The press office wants a statement review.
My assistant wants confirmation on whether I am available for afternoon calls.
Compliance wants clarification on incident-report language.
Finance wants approval on the delayed marker review procedure changes.
Three department heads want to know if they should continue scheduled staff meetings or postpone until further notice.
And every single message seems to carry the same question underneath it.
Are you still in control?
My fingers hover over the keyboard.
I am.
I should be.
I have to be.
Instead, I can barely string three sentences together because every time there's a sound outside the door, I wonder if it is Adrian moving in the hallway.
Every time I look at the door, I remember standing outside his last night.
Every time I try to think about the casino floor, I see the blackjack table, the shove.

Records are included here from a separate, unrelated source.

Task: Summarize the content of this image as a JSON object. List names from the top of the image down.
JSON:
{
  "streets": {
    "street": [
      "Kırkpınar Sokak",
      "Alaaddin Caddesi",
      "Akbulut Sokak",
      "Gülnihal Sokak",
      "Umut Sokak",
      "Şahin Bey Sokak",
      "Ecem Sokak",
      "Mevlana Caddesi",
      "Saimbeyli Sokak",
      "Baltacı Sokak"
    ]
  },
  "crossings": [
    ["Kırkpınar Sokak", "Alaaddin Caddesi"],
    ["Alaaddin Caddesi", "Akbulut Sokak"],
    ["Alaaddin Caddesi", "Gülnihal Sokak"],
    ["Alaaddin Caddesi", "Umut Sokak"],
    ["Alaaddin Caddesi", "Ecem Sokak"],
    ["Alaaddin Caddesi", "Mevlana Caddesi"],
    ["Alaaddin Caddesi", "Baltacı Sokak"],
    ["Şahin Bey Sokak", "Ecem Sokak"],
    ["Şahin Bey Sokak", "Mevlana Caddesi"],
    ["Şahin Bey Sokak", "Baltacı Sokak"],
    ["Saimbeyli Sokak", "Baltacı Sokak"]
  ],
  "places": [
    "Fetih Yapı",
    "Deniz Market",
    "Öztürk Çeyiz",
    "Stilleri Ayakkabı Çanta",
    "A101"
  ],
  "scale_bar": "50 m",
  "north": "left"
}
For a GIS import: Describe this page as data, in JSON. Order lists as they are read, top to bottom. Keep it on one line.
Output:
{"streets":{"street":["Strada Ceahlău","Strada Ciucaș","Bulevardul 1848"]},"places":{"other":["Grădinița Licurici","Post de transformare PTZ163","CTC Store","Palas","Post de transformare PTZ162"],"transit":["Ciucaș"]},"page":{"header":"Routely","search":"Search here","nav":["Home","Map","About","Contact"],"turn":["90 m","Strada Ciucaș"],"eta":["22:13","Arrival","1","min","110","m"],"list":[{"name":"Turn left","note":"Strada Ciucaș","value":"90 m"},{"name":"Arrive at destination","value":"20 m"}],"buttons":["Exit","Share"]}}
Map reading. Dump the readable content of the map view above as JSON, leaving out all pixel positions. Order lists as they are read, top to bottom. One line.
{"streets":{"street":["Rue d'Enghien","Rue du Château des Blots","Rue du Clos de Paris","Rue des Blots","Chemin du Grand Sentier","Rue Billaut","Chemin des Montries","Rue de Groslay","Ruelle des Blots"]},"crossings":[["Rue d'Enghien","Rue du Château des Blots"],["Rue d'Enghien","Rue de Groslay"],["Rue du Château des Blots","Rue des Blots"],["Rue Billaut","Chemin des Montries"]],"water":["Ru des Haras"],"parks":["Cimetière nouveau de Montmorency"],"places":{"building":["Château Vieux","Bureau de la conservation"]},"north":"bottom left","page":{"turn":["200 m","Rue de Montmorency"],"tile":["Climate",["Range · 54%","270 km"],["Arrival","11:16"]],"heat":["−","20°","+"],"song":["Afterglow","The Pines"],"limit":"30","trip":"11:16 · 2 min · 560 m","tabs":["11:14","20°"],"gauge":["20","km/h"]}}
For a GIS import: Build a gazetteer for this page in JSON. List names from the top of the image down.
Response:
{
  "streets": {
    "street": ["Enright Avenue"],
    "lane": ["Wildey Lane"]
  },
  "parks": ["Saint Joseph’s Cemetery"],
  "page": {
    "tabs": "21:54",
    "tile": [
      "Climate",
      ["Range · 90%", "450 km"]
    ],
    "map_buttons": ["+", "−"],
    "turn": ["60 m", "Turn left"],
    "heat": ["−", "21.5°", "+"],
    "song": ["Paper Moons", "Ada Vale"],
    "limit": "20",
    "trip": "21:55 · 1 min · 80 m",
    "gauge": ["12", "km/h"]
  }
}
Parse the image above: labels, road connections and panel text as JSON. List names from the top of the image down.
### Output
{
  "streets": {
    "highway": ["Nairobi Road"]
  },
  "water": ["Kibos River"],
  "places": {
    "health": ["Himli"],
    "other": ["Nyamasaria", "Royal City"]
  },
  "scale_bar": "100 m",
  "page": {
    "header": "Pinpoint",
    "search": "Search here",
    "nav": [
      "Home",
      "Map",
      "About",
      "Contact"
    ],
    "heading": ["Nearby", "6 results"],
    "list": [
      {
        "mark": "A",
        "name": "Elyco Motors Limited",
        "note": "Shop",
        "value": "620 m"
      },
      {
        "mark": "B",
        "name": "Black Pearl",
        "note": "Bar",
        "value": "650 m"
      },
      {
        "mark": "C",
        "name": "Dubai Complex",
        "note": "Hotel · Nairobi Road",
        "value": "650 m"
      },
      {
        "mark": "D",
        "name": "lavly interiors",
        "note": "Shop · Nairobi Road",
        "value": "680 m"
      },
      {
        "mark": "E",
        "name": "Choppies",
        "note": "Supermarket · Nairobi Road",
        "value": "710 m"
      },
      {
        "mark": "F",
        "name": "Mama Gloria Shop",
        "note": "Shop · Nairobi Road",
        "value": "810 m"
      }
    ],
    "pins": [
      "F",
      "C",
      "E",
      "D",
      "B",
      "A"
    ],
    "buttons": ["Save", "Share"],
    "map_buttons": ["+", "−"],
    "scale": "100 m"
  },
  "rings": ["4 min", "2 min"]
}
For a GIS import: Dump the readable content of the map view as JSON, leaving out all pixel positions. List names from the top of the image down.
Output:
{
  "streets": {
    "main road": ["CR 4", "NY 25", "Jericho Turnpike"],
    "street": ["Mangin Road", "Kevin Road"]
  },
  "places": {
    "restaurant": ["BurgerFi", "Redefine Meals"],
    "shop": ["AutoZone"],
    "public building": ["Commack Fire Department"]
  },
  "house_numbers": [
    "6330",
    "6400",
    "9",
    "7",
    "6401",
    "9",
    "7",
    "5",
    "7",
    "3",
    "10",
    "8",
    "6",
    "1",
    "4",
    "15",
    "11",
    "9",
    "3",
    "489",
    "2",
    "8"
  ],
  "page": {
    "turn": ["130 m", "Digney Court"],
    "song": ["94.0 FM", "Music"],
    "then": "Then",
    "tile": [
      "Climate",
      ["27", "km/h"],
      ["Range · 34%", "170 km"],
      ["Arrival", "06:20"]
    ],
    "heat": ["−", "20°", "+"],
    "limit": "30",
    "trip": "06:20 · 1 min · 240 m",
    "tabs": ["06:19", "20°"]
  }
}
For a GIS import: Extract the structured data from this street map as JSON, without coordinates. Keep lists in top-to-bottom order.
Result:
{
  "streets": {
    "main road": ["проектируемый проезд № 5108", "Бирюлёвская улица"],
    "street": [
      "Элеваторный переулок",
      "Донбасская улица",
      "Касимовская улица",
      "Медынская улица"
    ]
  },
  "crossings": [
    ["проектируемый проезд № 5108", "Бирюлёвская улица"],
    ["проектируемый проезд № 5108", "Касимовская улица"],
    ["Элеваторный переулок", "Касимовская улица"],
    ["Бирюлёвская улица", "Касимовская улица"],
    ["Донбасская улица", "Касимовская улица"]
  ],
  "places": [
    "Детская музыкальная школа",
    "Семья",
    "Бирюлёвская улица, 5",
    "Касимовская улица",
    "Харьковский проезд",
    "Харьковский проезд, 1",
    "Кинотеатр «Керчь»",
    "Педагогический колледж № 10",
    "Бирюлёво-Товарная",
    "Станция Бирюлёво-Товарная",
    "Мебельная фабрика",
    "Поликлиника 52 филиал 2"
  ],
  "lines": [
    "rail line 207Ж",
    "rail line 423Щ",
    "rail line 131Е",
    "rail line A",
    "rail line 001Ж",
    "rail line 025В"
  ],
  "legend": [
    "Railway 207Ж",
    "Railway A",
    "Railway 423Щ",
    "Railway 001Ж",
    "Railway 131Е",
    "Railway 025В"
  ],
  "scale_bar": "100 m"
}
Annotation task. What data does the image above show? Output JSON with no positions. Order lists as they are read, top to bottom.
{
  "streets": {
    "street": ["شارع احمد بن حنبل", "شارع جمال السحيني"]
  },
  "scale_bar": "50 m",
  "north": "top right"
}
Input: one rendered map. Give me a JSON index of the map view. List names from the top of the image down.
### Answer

I hear Adrian's voice calling my name, feel his hand wrap around my arm.
And every time I try not to think about Adrian’s mouth, I think about Adrian’s mouth anyway.
I close my eyes.
This is untenable.
Not the kiss. Not even the humiliation. All of it. The house. The lockdown. The waiting. The men making decisions. The women pretending they are not terrified. The children playing downstairs under armed watch. The world shrinking down to my father’s house when I need it to expand.
I cannot sit here and answer emails like this is a snow day.
I open a blank document.
Then I close it.
I open the incident timeline.
Then I close that too.
My gaze drifts to the notebook beside the laptop.
That, at least, feels like something I can touch.
Paper. Pen. Questions.
Not just sitting here and waiting for… something. Anything.
I pull it toward me and flip to a clean page.
At the top, I write:
“What do we actually know?”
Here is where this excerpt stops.